Large stack usage in fs code (especially for PPC64)

Wed Nov 19 03:02:10 EST 2008

On Tue, 18 Nov 2008, Nick Piggin wrote:
> >
> > The fact is, Intel (and to a lesser degree, AMD) has shown how hardware
> > can do good TLB's with essentially gang lookups, giving almost effective
> > page sizes of 32kB with hardly any of the downsides. Couple that with
> 
> It's much harder to do this with powerpc I think because they would need
> to calculate 8 hashes and touch 8 cachelines to prefill 8 translations,
> wouldn't they?

Oh, absolutely. It's why I despise hashed page tables. It's a broken 
concept.

> The per-page processing costs are interesting too, but IMO there is more
> work that should be done to speed up order-0 pages. The patches I had to
> remove the sync instruction for smp_mb() in unlock_page sped up pagecache
> throughput (populate, write(2), reclaim) on my G5 by something really
> crazy like 50% (most of that's in, but I'm still sitting on that fancy
> unlock_page speedup to remove the final smp_mb).
> 
> I suspect some of the costs are also in powerpc specific code to insert
> linux ptes into their hash table.

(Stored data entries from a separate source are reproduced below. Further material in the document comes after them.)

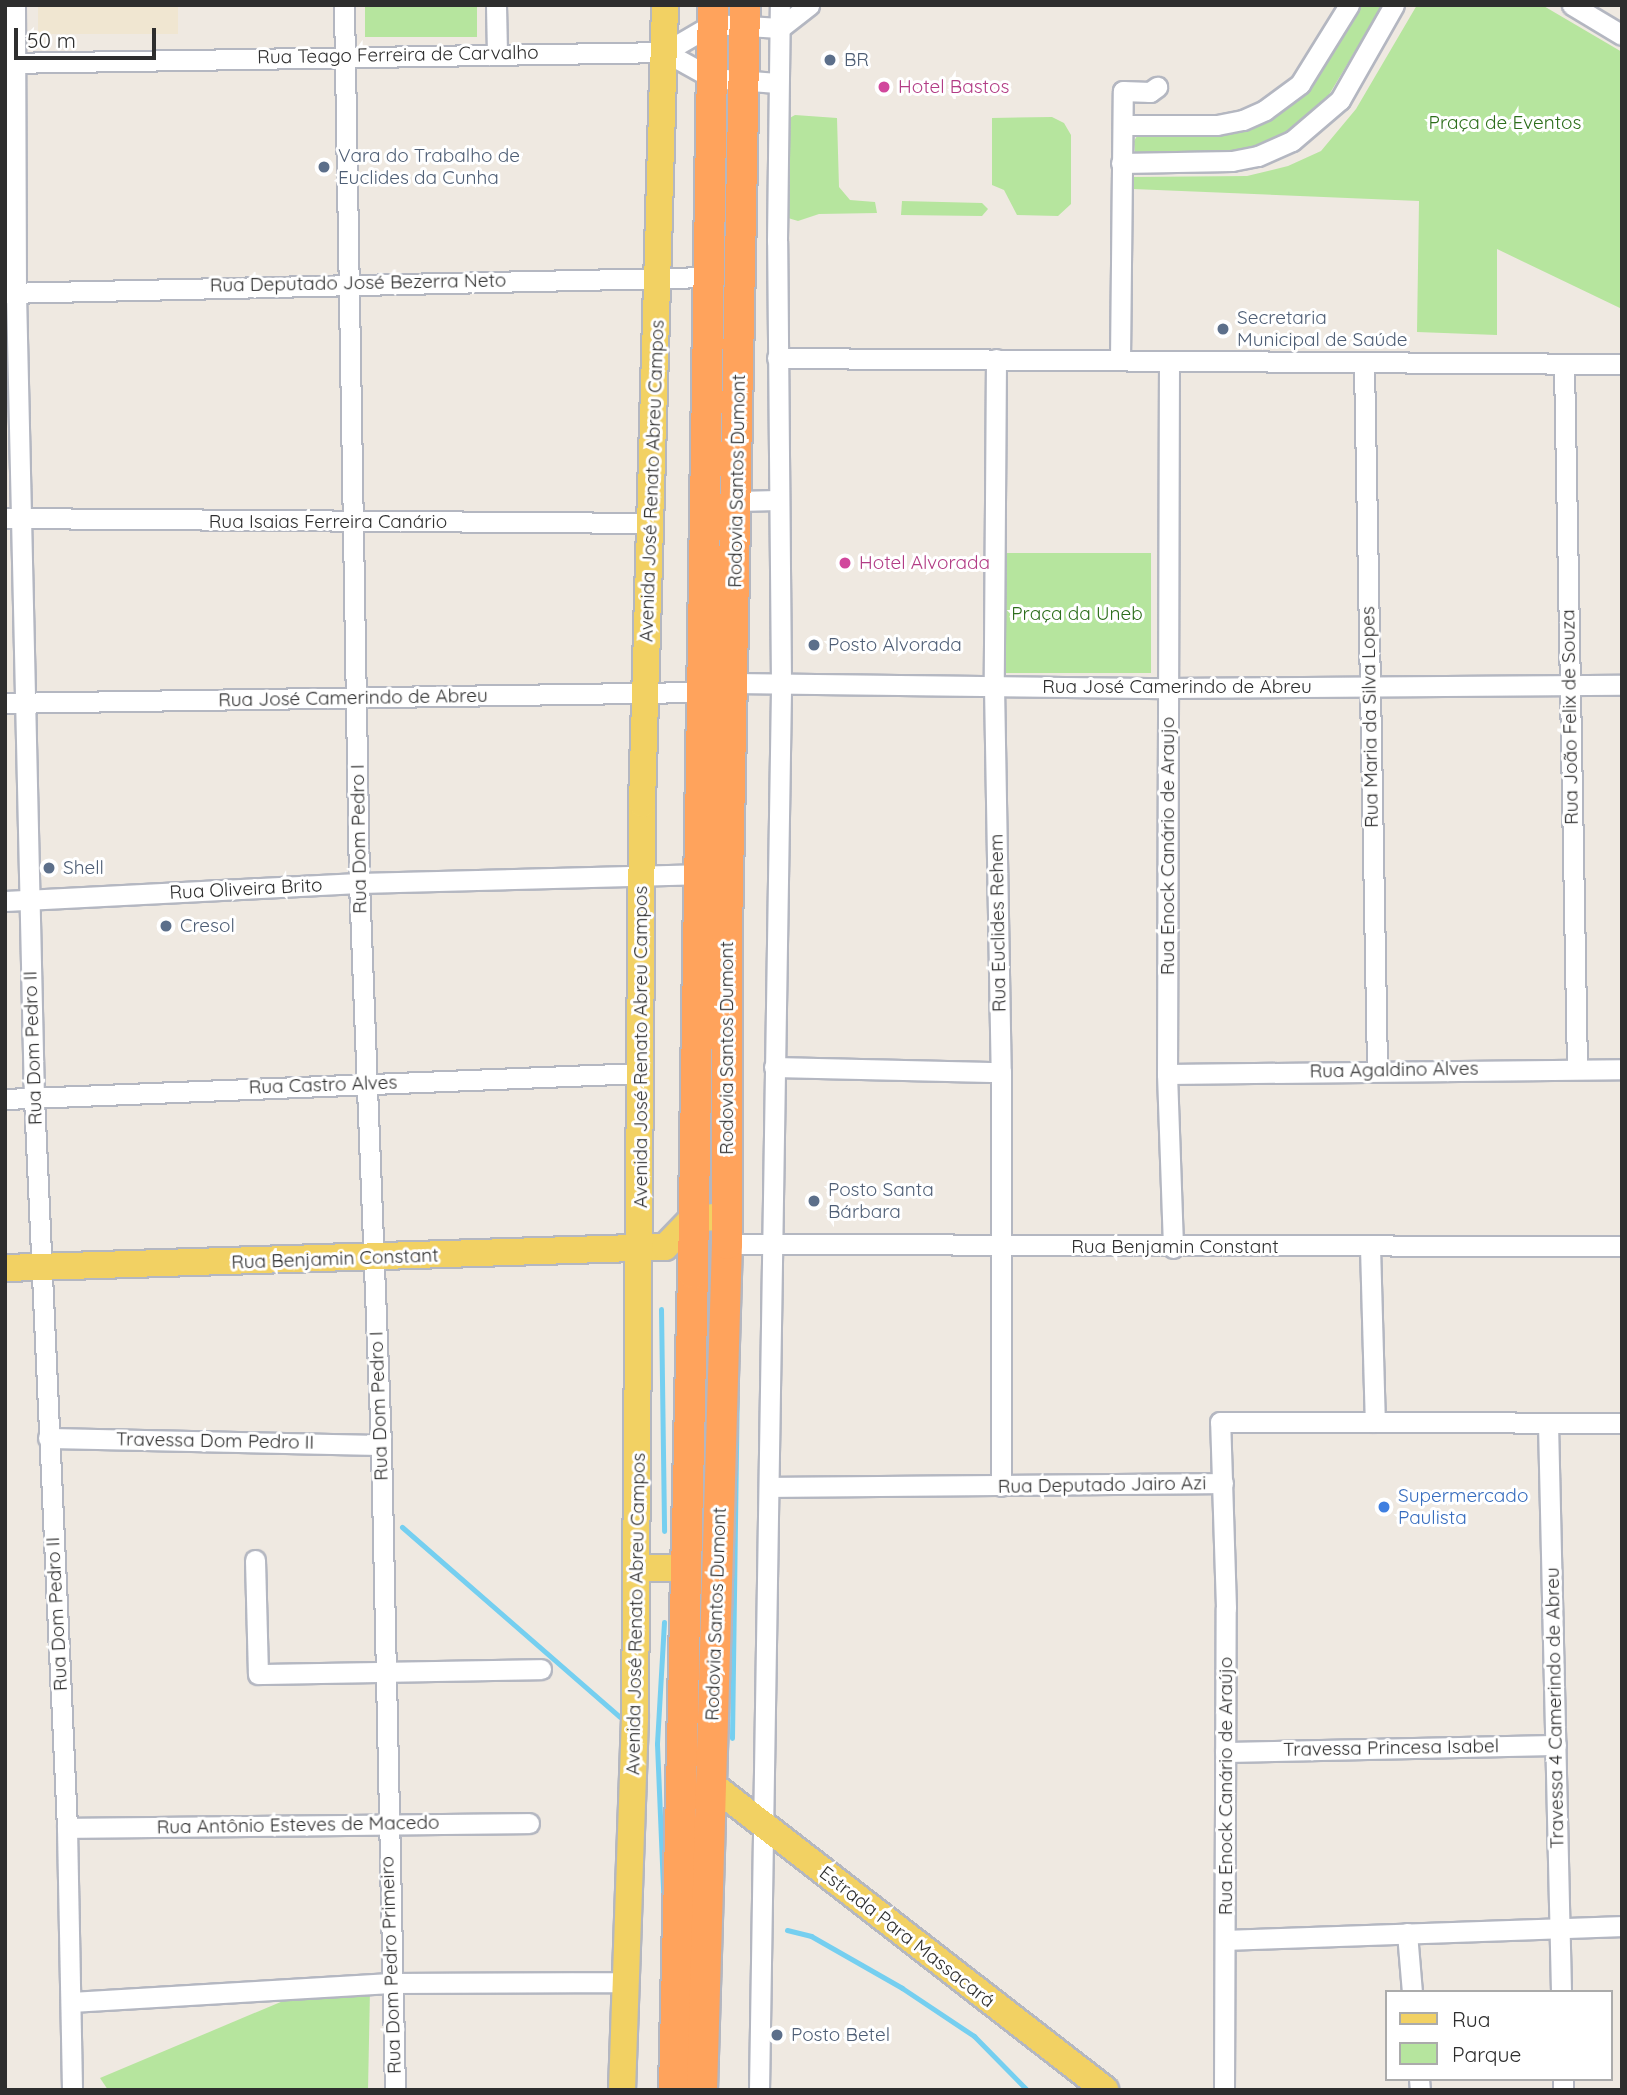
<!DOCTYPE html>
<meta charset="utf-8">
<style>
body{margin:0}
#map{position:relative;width:1627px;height:2095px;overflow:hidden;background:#efe9e1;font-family:Quicksand,sans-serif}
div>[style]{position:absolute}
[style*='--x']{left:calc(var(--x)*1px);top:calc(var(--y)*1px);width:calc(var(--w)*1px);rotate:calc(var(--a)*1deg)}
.education>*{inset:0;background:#f0e6d1;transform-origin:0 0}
.green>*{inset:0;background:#b6e59e;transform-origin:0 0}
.stream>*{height:5px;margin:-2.5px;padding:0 2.5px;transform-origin:2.5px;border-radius:2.5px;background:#75cff0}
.roads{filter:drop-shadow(2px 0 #b4b7c1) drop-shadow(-2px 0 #b4b7c1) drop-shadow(0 2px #b4b7c1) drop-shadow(0 -2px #b4b7c1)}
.minor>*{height:19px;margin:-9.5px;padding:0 9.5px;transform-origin:9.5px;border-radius:9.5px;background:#fff}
.major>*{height:26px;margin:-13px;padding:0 13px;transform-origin:13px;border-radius:13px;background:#f2d163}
.highway>*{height:30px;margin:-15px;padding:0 15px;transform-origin:15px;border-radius:15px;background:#ffa35c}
.dots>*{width:19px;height:19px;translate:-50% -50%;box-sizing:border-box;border:4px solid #fff;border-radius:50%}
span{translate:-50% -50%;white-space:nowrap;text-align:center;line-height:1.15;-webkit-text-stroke:6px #fff;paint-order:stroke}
.street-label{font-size:19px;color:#2e2e2e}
.service-label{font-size:19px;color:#4e5e75}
.left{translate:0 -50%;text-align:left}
.hotel-label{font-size:19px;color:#b23c85}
.park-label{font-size:19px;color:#2c6e1b}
.shop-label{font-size:19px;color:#366cbe}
.frame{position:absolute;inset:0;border:7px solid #2e2e2e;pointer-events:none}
.legend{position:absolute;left:1385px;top:1990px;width:228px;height:91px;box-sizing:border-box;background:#fff;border:2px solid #ababab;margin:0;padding:9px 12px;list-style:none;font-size:21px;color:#2e2e2e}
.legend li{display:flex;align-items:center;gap:14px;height:35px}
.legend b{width:35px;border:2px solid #ababab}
.scale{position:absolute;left:14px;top:28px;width:142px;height:32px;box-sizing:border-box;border:4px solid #2e2e2e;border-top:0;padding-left:9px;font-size:21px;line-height:24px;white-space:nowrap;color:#2e2e2e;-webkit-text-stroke:5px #fff;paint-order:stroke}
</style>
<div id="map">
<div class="education">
<div style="left:38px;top:5px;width:140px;height:29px"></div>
</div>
<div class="green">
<div style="left:365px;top:5px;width:112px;height:32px"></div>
<div style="clip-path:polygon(1358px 5px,1383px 5px,1321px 108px,1285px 135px,1242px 151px,1135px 153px,1134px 141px,1139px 133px,1240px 131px,1275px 116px,1305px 93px)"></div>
<div style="clip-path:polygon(1417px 5px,1542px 5px,1622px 52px,1622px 309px,1497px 249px,1497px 335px,1417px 332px,1419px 201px,1133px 189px,1134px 177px,1247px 176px,1288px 166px,1321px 151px,1356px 109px)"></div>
<div style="clip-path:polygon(795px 115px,837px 118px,839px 187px,850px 200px,875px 202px,877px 213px,819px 214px,798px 221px,788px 218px,784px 213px,786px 120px)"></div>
<div style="clip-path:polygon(1052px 117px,1064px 123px,1071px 135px,1071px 204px,1058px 216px,1017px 215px,1004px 190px,992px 185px,992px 118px)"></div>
<div style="clip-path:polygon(902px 201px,982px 203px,988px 209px,982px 216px,901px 215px)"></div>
<div style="left:1003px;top:553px;width:148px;height:120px"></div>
<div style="clip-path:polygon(370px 1990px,368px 2090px,108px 2090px,100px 2078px,302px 1993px)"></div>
</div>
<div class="stream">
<div style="--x:661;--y:1309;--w:222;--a:89.2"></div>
<div style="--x:402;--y:1527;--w:289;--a:41.1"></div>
<div style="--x:664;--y:1622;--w:122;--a:93.3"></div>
<div style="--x:657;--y:1744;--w:169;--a:87.6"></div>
<div style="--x:732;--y:1738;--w:342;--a:-89.2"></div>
<div style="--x:787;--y:1930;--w:25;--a:14"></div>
<div style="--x:811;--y:1936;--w:105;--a:29.7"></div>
<div style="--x:902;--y:1988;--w:87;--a:33.7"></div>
<div style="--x:974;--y:2036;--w:76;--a:45.5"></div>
</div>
<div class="roads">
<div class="minor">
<div style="--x:15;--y:5;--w:288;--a:89.8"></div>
<div style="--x:16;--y:293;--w:805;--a:88.72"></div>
<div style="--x:34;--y:1098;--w:731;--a:87.41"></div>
<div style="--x:67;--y:1828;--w:262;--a:88.9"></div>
<div style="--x:344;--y:5;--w:878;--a:89.02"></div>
<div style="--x:359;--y:883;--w:562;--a:87.76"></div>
<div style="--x:381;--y:1445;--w:645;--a:88.76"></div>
<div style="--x:496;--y:5;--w:48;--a:88.8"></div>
<div style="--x:1572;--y:5;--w:58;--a:31"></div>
<div style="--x:665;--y:52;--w:54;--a:29"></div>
<div style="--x:712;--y:78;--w:65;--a:4.4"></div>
<div style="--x:5;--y:63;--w:660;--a:-0.95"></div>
<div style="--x:665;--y:52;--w:56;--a:-30.3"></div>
<div style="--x:713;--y:24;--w:67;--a:3.4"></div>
<div style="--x:780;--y:28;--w:37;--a:-38"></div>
<div style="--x:1123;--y:125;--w:94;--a:0"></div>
<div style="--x:1217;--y:125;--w:26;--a:-11"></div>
<div style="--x:1243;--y:120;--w:24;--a:-24"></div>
<div style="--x:1265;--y:110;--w:44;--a:-36.6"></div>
<div style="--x:1300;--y:84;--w:93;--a:-58.2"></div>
<div style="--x:1121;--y:163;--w:111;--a:-1"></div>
<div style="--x:1232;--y:161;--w:26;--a:-11"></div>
<div style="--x:1258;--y:156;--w:37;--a:-24"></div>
<div style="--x:1292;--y:141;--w:63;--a:-40.5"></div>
<div style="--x:1340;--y:100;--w:109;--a:-60.4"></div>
<div style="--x:5;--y:293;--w:706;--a:-1.3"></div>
<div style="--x:777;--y:358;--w:845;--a:0.41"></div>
<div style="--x:996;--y:359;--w:327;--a:90.4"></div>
<div style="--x:994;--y:686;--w:386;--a:89"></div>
<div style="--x:1001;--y:1072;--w:414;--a:90"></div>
<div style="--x:1120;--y:360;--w:269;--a:-89.4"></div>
<div style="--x:1123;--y:91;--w:27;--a:2"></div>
<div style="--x:1150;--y:92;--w:9;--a:-36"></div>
<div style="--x:1169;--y:361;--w:713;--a:90.16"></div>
<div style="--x:1167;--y:1074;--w:174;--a:88"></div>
<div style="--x:1364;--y:364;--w:705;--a:88.94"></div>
<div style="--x:1564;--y:365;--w:703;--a:88.94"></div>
<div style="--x:737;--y:501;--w:41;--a:-1.4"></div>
<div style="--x:5;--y:518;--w:646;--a:0.44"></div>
<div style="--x:733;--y:683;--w:435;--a:0.7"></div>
<div style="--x:1168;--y:688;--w:454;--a:-0.4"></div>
<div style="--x:5;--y:703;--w:695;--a:-0.91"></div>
<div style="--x:5;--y:901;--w:354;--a:-2.9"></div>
<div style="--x:359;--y:883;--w:338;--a:-1.5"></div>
<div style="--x:774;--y:1067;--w:227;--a:1.3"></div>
<div style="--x:1167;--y:1074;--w:455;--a:-0.6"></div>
<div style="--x:5;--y:1099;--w:636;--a:-2.34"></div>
<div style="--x:727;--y:1244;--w:895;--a:0.13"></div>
<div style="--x:1370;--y:1247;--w:175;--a:88.4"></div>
<div style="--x:1548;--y:1423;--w:569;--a:88.69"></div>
<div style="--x:48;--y:1438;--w:333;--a:1.2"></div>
<div style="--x:771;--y:1487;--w:452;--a:-0.5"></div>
<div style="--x:255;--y:1560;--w:114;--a:88.5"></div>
<div style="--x:258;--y:1674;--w:283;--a:-1"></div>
<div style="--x:1225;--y:1752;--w:331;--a:-1.2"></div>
<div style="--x:67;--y:1828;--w:462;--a:-0.6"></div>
<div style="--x:1407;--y:1933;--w:59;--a:85.2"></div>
<div style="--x:1226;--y:1940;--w:396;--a:-2"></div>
<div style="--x:71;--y:2002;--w:320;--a:-3.4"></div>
<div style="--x:390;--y:1983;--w:236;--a:-0.2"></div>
<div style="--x:1419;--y:2079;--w:11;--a:85"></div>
<div style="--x:1563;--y:2079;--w:11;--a:90"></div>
<div style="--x:759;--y:2090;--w:1407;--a:-89.1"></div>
<div style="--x:781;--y:683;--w:442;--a:-90.5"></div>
<div style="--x:777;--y:241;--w:236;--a:-89.3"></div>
<div style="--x:1224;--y:2090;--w:482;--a:-89.8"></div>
<div style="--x:1226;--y:1608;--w:186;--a:-91.8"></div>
<div style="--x:1220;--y:1422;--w:402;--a:0.1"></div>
</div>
<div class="major">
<div style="--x:5;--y:1268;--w:660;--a:-1.82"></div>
<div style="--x:665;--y:1247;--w:39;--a:-46"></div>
<div style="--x:692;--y:1219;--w:35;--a:-5"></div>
<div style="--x:636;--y:1568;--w:51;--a:0"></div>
<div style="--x:711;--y:1784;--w:499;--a:37.8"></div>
<div style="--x:622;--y:2090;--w:372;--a:-88"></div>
<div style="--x:635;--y:1718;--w:914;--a:-89.56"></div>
<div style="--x:642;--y:804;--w:799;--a:-88.35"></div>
</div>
<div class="highway">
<div style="--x:674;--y:2090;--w:817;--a:-88.67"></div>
<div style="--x:693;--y:1273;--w:1268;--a:-89.1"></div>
<div style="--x:702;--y:2090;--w:846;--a:-88.31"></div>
<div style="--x:727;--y:1244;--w:311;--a:-90"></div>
<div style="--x:727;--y:933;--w:928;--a:-88.89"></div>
</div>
</div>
<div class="dots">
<div style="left:830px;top:60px;background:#5c6f8a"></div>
<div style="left:884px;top:87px;background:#d1479c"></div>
<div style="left:324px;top:167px;background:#5c6f8a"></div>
<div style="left:1223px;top:329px;background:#5c6f8a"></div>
<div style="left:845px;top:563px;background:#d1479c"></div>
<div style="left:814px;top:645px;background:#5c6f8a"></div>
<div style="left:49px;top:868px;background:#5c6f8a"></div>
<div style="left:166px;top:926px;background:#5c6f8a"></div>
<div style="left:814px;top:1201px;background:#5c6f8a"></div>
<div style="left:1384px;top:1507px;background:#3f7fe0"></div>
<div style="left:777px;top:2035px;background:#5c6f8a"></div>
</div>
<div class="street-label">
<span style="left:398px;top:55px;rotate:-1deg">Rua Teago Ferreira de Carvalho</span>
<span style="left:358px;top:283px;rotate:-1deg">Rua Deputado José Bezerra Neto</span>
<span style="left:652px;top:481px;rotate:-88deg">Avenida José Renato Abreu Campos</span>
<span style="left:737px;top:481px;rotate:-89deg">Rodovia Santos Dumont</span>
<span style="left:328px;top:522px">Rua Isaias Ferreira Canário</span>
<span style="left:1177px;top:687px">Rua José Camerindo de Abreu</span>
<span style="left:353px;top:698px;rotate:-1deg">Rua José Camerindo de Abreu</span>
<span style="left:1370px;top:717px;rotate:-91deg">Rua Maria da Silva Lopes</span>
<span style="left:1570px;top:717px;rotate:-91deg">Rua João Felix de Souza</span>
<span style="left:359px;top:839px;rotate:-91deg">Rua Dom Pedro I</span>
<span style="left:1168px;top:846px;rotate:-90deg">Rua Enock Canário de Araujo</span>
<span style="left:246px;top:889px;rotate:-3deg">Rua Oliveira Brito</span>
<span style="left:998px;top:923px;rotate:-91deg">Rua Euclides Rehem</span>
<span style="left:641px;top:1047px;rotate:-90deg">Avenida José Renato Abreu Campos</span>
<span style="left:33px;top:1048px;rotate:-92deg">Rua Dom Pedro II</span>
<span style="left:727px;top:1048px;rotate:-90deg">Rodovia Santos Dumont</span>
<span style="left:1394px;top:1070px;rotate:-1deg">Rua Agaldino Alves</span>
<span style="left:323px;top:1085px;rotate:-2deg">Rua Castro Alves</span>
<span style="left:1175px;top:1247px">Rua Benjamin Constant</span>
<span style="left:335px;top:1259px;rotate:-2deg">Rua Benjamin Constant</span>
<span style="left:379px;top:1406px;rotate:-92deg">Rua Dom Pedro I</span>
<span style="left:215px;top:1441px;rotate:1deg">Travessa Dom Pedro II</span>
<span style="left:1102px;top:1485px;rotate:-1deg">Rua Deputado Jairo Azi</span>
<span style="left:57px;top:1614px;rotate:-93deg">Rua Dom Pedro II</span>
<span style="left:636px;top:1614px;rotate:-89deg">Avenida José Renato Abreu Campos</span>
<span style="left:716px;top:1614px;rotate:-88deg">Rodovia Santos Dumont</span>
<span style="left:1555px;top:1708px;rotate:-91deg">Travessa 4 Camerindo de Abreu</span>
<span style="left:1391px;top:1748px;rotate:-1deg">Travessa Princesa Isabel</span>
<span style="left:1226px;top:1786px;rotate:-90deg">Rua Enock Canário de Araújo</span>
<span style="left:298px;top:1825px;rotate:-1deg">Rua Antônio Esteves de Macedo</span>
<span style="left:907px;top:1937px;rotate:38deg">Estrada Para Massacará</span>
<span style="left:391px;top:1965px;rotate:-92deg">Rua Dom Pedro Primeiro</span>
</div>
<div class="service-label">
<span class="left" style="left:844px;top:60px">BR</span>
<span class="left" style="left:338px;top:167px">Vara do Trabalho de<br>Euclides da Cunha</span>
<span class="left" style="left:1237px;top:329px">Secretaria<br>Municipal de Saúde</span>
<span class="left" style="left:828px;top:645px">Posto Alvorada</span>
<span class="left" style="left:63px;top:868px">Shell</span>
<span class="left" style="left:180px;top:926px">Cresol</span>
<span class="left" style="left:828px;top:1201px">Posto Santa<br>Bárbara</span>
<span class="left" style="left:791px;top:2035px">Posto Betel</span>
</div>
<div class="hotel-label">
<span class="left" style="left:898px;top:87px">Hotel Bastos</span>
<span class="left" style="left:859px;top:563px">Hotel Alvorada</span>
</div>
<div class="park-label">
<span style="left:1505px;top:123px">Praça de Eventos</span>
<span style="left:1077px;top:614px">Praça da Uneb</span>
</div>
<div class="shop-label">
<span class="left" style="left:1398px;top:1507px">Supermercado<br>Paulista</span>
</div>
<div class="frame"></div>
<ul class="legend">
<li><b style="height:9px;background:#f2d163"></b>Rua</li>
<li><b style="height:19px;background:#b6e59e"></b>Parque</li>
</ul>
<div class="scale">50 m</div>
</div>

I think some of the synchronisation for
> those could possibly be shared with generic code so you don't need the
> extra layer of locks there.

Yeah, the hashed page tables get extra costs from the fact that it can't 
share the software page tables with the hardware ones, and the associated 
coherency logic. It's even worse at unmap time, I think.

			Linus